What to produce: A verbatim copy of all the data is required; the pictures should not appear in it.

__________________________________________________

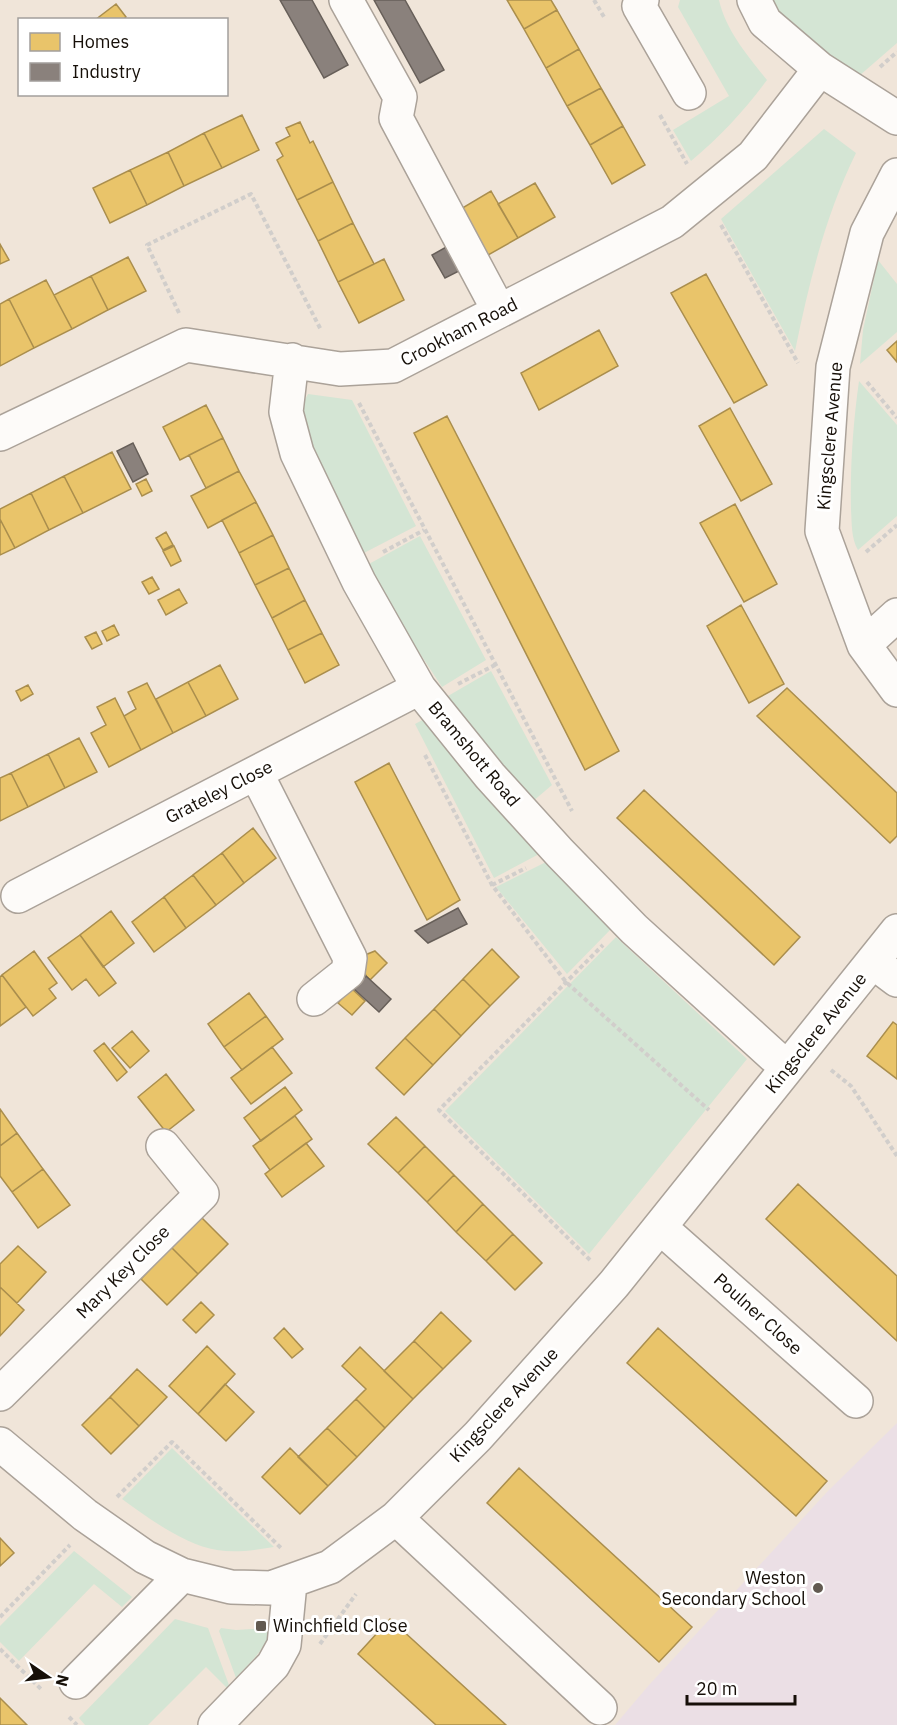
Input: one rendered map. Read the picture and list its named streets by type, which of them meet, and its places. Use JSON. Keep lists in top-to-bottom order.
{
  "streets": {
    "street": [
      "Crookham Road",
      "Kingsclere Avenue",
      "Bramshott Road",
      "Grateley Close",
      "Mary Key Close",
      "Poulner Close"
    ]
  },
  "crossings": [
    ["Crookham Road", "Bramshott Road"],
    ["Kingsclere Avenue", "Bramshott Road"],
    ["Kingsclere Avenue", "Poulner Close"],
    ["Bramshott Road", "Grateley Close"]
  ],
  "places": {
    "other": ["Weston Secondary School"],
    "transit": ["Winchfield Close"]
  },
  "legend": ["Homes", "Industry"],
  "scale_bar": "20 m",
  "north": "right"
}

__________________________________________________

Exercise solution:
Input: one rendered map. Read the picture and list its named streets by type, which of them meet, and its places. Use JSON. Keep lists in top-to-bottom order.
{
  "streets": {
    "street": [
      "Crookham Road",
      "Kingsclere Avenue",
      "Bramshott Road",
      "Grateley Close",
      "Mary Key Close",
      "Poulner Close"
    ]
  },
  "crossings": [
    ["Crookham Road", "Bramshott Road"],
    ["Kingsclere Avenue", "Bramshott Road"],
    ["Kingsclere Avenue", "Poulner Close"],
    ["Bramshott Road", "Grateley Close"]
  ],
  "places": {
    "other": ["Weston Secondary School"],
    "transit": ["Winchfield Close"]
  },
  "legend": ["Homes", "Industry"],
  "scale_bar": "20 m",
  "north": "right"
}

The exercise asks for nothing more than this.